**Task statement:** Look through the material below. Copy each line that contains the string "bridge".

**Material to process:**

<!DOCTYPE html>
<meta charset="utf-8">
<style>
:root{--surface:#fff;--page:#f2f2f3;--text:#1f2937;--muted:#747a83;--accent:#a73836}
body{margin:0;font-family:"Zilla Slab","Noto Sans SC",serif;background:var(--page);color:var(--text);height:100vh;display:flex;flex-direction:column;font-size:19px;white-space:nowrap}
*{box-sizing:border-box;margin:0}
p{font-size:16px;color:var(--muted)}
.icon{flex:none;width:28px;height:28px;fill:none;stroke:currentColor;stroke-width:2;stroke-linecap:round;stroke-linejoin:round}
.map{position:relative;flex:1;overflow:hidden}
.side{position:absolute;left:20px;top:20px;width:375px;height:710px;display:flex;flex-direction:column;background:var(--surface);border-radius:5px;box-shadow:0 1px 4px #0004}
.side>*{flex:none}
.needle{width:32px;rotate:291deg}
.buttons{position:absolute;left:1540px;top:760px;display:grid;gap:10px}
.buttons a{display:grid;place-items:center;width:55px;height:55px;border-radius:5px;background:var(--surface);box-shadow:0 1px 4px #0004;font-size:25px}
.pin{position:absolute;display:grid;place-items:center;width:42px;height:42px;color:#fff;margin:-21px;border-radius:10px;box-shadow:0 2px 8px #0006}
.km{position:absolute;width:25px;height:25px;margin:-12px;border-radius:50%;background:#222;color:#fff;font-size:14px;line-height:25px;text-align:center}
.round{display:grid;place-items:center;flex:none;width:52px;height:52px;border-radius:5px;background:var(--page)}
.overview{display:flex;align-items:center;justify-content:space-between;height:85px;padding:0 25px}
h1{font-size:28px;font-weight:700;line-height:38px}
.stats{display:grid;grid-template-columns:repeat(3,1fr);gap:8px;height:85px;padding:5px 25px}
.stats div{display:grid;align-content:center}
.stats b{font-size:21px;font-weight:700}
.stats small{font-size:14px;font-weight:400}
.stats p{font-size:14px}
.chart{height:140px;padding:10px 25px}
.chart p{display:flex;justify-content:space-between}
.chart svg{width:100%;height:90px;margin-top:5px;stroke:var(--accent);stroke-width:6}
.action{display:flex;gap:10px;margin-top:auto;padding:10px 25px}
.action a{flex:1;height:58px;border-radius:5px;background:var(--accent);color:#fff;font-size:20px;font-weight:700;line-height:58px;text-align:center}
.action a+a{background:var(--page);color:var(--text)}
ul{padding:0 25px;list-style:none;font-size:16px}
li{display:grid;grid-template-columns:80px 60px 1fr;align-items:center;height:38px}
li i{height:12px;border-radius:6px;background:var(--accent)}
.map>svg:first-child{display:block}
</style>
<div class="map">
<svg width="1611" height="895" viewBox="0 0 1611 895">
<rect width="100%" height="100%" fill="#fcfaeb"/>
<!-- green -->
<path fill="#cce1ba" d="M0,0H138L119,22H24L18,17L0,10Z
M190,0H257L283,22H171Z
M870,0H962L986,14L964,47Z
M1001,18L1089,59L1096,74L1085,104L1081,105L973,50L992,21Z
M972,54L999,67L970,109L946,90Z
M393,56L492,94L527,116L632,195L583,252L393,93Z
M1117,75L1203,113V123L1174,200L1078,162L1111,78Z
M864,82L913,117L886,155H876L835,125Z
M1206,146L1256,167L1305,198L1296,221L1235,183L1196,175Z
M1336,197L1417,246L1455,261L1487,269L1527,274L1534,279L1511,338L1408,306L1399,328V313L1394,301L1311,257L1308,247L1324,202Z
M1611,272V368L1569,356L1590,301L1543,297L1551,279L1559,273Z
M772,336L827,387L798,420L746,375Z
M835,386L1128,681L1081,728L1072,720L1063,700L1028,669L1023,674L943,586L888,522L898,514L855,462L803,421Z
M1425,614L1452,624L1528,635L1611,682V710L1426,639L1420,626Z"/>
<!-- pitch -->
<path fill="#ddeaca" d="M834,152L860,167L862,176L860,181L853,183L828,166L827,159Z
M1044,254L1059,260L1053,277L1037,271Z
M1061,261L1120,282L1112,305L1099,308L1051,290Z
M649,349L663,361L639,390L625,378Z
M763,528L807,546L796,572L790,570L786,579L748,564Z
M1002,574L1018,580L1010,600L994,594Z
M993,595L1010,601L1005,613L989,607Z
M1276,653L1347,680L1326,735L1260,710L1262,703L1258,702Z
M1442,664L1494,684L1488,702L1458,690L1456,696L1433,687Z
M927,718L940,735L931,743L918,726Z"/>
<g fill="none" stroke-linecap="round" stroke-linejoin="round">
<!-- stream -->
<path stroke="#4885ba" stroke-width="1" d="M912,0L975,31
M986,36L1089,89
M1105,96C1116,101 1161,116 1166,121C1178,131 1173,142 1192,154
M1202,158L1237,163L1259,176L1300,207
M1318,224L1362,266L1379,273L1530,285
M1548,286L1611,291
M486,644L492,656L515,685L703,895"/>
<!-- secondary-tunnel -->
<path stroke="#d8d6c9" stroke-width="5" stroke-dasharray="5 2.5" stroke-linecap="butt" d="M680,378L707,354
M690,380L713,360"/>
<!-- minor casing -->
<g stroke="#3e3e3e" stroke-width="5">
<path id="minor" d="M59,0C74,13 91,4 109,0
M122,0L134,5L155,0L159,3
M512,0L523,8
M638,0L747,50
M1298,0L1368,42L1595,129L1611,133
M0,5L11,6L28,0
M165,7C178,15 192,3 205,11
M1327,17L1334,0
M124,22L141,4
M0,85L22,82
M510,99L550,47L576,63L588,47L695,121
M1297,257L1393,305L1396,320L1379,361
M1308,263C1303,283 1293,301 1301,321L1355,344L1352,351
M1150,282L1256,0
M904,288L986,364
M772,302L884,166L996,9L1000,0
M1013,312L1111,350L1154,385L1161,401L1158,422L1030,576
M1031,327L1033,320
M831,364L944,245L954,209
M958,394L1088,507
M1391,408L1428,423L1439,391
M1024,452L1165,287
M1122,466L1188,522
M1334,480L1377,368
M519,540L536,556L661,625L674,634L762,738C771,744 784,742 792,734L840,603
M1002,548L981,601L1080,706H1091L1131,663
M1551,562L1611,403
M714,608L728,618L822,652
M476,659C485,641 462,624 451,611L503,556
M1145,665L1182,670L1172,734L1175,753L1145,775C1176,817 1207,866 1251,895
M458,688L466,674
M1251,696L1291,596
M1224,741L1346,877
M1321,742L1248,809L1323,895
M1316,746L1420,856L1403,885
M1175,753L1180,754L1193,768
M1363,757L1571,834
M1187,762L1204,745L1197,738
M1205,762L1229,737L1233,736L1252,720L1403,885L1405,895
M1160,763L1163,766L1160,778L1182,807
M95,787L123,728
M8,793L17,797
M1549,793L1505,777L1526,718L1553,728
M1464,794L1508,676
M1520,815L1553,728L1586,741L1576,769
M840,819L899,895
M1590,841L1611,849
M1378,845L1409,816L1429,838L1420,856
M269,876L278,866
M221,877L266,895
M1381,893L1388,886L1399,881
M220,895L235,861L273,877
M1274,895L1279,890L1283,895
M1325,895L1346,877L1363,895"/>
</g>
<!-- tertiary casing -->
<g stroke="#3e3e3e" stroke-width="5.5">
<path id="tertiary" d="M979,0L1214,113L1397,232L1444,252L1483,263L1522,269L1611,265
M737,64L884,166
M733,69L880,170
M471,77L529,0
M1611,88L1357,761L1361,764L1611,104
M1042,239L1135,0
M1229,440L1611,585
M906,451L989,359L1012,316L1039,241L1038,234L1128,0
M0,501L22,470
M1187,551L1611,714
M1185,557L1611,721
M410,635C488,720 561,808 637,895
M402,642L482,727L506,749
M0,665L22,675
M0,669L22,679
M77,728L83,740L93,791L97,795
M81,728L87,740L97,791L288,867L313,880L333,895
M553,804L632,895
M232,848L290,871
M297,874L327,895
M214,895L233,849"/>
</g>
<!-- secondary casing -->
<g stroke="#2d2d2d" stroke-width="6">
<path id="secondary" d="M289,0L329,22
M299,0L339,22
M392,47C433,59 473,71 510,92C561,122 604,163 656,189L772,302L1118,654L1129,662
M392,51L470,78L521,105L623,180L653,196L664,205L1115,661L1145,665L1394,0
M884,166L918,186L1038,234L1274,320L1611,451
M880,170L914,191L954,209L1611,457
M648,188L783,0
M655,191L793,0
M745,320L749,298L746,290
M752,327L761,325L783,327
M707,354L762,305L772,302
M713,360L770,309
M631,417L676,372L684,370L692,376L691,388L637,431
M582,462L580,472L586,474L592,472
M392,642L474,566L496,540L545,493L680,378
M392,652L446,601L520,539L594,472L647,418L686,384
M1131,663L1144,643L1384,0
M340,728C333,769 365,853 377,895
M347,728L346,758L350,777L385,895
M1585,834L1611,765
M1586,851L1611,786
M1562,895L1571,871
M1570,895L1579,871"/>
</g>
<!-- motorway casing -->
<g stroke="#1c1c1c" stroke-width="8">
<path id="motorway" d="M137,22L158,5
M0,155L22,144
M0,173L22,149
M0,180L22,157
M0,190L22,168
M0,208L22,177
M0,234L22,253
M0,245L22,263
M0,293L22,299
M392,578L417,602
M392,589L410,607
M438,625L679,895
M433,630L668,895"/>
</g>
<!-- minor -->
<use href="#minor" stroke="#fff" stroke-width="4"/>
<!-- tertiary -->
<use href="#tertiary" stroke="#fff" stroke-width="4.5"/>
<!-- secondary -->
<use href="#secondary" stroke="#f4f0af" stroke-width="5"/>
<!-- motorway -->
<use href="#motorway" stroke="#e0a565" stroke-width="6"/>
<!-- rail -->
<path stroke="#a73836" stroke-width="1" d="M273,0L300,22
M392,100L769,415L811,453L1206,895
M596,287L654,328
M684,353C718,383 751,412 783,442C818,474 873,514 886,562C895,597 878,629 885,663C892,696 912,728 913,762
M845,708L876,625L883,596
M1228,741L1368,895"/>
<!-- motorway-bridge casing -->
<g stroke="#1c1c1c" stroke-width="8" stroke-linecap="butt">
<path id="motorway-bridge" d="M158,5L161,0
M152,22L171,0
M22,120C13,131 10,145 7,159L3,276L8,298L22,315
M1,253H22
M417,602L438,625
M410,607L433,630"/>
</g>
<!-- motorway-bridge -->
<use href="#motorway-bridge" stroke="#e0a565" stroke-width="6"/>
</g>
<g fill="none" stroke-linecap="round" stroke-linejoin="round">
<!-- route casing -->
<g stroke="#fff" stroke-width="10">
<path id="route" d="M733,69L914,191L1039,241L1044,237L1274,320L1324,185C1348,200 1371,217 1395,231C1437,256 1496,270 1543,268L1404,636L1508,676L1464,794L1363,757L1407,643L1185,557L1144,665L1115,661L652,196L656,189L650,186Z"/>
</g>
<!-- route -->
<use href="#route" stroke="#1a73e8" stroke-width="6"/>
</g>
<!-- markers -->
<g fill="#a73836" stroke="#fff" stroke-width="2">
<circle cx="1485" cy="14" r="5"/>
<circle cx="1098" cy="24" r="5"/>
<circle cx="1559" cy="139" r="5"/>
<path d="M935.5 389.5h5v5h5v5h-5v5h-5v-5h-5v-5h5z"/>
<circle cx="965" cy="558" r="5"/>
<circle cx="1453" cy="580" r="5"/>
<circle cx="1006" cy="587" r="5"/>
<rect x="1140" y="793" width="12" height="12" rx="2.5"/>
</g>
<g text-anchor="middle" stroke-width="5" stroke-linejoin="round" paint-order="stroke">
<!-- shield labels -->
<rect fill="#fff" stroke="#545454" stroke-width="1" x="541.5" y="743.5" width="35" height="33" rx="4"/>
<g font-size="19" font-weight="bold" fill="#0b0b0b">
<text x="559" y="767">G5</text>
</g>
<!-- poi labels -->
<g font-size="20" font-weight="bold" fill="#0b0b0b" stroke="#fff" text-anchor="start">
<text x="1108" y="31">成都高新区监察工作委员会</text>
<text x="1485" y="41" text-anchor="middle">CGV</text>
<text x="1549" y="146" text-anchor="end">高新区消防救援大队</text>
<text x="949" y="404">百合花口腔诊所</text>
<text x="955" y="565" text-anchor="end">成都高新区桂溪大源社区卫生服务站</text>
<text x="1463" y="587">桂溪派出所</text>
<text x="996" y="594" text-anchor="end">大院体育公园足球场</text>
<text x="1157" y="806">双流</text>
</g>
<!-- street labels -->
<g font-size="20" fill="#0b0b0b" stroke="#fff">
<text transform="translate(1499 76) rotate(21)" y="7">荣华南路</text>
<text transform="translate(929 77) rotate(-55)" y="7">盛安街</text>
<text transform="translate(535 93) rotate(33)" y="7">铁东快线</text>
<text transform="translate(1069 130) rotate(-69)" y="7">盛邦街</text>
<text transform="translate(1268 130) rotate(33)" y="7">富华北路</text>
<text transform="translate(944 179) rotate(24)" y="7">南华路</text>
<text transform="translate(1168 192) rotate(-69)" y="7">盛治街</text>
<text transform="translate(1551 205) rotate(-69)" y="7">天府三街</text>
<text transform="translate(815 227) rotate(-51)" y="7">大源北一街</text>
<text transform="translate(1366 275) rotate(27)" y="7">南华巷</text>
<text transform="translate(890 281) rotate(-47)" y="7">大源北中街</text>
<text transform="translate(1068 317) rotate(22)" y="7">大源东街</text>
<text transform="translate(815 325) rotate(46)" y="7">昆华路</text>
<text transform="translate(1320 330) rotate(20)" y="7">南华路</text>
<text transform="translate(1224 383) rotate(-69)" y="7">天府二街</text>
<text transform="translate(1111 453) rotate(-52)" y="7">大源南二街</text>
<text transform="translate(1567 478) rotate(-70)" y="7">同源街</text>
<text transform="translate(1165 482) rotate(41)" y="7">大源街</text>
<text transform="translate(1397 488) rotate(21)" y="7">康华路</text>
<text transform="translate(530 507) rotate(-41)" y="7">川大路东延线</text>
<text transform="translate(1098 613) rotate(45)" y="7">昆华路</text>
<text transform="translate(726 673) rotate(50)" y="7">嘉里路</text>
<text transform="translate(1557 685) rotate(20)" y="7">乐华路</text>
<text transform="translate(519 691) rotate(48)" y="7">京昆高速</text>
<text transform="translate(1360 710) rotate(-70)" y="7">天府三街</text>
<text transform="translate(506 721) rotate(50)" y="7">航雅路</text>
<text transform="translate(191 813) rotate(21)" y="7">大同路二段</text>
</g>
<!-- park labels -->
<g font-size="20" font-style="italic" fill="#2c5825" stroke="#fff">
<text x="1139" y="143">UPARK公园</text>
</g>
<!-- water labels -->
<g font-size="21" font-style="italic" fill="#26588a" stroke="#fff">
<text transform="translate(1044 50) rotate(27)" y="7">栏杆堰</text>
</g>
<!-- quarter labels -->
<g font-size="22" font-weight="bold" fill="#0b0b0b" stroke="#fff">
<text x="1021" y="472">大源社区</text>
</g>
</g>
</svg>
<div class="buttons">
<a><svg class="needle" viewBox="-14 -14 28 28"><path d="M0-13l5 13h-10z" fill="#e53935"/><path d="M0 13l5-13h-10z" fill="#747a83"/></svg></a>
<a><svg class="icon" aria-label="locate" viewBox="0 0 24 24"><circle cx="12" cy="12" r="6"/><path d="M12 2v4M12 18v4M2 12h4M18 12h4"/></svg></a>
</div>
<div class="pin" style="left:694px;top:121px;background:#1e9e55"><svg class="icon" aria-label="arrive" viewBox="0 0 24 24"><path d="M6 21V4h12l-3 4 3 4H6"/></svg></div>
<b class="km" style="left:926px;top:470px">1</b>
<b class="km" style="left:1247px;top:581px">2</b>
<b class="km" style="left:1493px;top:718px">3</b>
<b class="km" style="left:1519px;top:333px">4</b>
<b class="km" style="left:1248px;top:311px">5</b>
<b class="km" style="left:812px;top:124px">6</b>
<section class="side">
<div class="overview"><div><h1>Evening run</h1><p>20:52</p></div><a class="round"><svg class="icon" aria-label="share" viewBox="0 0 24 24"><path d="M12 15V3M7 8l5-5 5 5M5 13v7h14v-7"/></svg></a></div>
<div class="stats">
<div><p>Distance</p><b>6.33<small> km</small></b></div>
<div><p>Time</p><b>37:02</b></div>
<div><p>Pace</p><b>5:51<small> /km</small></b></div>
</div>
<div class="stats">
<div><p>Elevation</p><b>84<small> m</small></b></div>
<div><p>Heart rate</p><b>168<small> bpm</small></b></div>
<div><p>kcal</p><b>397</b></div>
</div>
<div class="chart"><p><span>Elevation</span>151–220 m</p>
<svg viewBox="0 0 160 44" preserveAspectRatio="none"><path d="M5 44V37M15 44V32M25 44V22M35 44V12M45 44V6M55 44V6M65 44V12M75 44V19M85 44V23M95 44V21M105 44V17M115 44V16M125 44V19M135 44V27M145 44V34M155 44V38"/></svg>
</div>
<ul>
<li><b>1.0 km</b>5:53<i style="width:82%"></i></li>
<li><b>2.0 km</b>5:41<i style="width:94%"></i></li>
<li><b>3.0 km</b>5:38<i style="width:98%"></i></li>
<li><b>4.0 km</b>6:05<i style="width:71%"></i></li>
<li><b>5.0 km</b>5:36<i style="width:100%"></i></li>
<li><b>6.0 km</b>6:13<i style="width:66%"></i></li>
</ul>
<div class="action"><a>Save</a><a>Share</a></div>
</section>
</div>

**Result of this exercise:**
<!-- motorway-bridge casing -->
<path id="motorway-bridge" d="M158,5L161,0
<!-- motorway-bridge -->
<use href="#motorway-bridge" stroke="#e0a565" stroke-width="6"/>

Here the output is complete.